Si va a scuola per imparare, per conoscere cose nuove, per apprendere nuovi nozioni e nuovi concetti… è vero.. non va trascurato questo aspetto. C’è in giro molta ignoranza, molta incapacità di conoscere alcuni elementi basilari della nostra storia e della nostra cultura, un analfabetismo di ritorno che preoccupa e che alimenta una convivenza rozza, primitiva, spesso violenta. Qualcuno ha scritto che siamo come nani che camminano sulla spalle di giganti e imparare qualcosa da questi giganti certamente rende il nostro viaggio meno approssimativo, inconsapevole, e in fondo, meno confuso. Ho imparato, con l’età, a non trascurare questa dimensione “nozionistica” della conoscenza: per imparare ad usare criticamente un cacciavite, serve anzitutto possederlo e saperlo prendere in mano. Così come per esprimere la propria creatività artistica e pittorica occorre conoscere almeno come impugnare un pennello, come mescolare i colori, come stenderli sulla tela. Fuori di metafora: c’è un sapere necessario (anche a rischio di nozionismo) che è bene possedere e che rappresenta un importante prerequisito per ogni ulteriore conoscenza.

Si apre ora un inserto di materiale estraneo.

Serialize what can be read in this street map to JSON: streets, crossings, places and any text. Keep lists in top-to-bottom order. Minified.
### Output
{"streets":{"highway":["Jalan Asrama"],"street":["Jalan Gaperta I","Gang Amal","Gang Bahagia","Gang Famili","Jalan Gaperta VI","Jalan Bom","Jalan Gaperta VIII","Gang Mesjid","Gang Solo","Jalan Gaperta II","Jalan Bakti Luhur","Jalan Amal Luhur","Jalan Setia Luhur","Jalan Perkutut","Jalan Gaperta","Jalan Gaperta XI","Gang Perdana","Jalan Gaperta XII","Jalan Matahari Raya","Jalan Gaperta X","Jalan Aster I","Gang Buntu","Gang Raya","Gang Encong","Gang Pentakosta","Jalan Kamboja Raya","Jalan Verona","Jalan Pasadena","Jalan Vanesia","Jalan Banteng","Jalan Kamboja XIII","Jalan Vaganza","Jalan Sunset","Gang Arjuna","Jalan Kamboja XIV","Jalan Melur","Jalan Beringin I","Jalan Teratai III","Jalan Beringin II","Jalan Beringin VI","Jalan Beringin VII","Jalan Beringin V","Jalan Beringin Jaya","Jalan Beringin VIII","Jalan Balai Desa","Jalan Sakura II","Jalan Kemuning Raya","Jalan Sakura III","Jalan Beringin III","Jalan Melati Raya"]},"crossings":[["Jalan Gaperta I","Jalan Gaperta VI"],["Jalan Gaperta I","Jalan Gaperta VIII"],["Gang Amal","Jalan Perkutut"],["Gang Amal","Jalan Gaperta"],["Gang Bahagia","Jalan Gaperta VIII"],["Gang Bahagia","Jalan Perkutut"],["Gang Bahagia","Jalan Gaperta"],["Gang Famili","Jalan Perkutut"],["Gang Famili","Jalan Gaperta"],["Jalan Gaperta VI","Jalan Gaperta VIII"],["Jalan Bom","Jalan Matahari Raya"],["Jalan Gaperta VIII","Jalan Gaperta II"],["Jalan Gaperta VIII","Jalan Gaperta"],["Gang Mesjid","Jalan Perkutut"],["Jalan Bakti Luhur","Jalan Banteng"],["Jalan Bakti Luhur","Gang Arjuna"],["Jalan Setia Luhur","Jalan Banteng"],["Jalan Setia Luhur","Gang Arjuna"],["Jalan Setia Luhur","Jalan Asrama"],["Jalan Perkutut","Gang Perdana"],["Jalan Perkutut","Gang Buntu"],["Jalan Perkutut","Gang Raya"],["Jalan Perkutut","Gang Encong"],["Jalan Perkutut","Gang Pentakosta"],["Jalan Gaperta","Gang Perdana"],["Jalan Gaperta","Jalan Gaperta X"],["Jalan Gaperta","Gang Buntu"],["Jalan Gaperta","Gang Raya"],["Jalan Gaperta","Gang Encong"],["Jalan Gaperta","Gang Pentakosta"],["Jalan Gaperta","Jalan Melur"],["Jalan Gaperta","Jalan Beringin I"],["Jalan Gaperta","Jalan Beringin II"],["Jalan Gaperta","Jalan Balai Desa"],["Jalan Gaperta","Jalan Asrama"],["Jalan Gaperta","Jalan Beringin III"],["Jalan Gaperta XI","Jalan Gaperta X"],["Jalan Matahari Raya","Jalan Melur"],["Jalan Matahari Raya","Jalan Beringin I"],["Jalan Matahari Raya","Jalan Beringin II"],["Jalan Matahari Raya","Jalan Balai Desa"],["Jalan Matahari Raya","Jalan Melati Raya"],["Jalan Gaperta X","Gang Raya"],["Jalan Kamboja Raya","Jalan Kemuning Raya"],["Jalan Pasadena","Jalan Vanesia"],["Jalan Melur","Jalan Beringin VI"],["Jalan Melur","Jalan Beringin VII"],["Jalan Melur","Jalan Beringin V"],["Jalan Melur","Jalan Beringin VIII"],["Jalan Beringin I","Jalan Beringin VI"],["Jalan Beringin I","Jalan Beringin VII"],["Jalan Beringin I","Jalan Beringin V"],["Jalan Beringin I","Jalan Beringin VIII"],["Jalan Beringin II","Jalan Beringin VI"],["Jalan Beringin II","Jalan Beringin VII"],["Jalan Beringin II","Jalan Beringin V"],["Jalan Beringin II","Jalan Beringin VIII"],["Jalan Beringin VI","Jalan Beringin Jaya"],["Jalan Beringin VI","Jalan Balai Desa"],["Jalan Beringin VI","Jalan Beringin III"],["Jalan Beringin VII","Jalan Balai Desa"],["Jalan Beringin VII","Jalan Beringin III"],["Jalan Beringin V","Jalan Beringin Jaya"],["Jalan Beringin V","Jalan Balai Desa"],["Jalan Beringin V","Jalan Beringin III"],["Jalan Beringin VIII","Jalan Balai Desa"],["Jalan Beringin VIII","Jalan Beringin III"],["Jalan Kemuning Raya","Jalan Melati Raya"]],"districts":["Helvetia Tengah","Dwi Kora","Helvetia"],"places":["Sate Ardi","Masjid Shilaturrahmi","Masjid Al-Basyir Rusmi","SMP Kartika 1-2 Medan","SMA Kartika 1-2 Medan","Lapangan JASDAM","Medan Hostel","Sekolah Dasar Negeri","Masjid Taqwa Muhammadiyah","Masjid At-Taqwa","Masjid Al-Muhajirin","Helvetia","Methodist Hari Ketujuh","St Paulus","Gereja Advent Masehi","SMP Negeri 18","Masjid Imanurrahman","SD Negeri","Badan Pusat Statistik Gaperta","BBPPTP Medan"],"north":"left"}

Si va a scuola per acquisire delle competenze, delle capacità, delle abilità: saper leggere un testo, comprendere un articolo di giornale, possedere delle nozioni basilari della scienze e della tecnica. Le discussioni attorno al vaccino hanno mostrato quanta ignoranza scientifica ci sia in circolazione e come un po’ di sapere scientifico ci permetterebbe di affrontare la vita un po’ più attrezzati. La conoscenza ha sempre una dimensione pratica, un’esigenza di applicazione di quanto appreso nelle cose concrete della vita. Un sapere che non diventi prassi, che non si traduca in azioni, gesti, movimenti, comportamenti ed atteggiamenti rischia di restare astratto, e, a ben vedere, irrilevante. In questo senso si va a scuola anche per trovare un lavoro, per maturare una professionalità, per acquisire competenze che permettano di apprendere un lavoro e così partecipare alla costruzione della società e del mondo.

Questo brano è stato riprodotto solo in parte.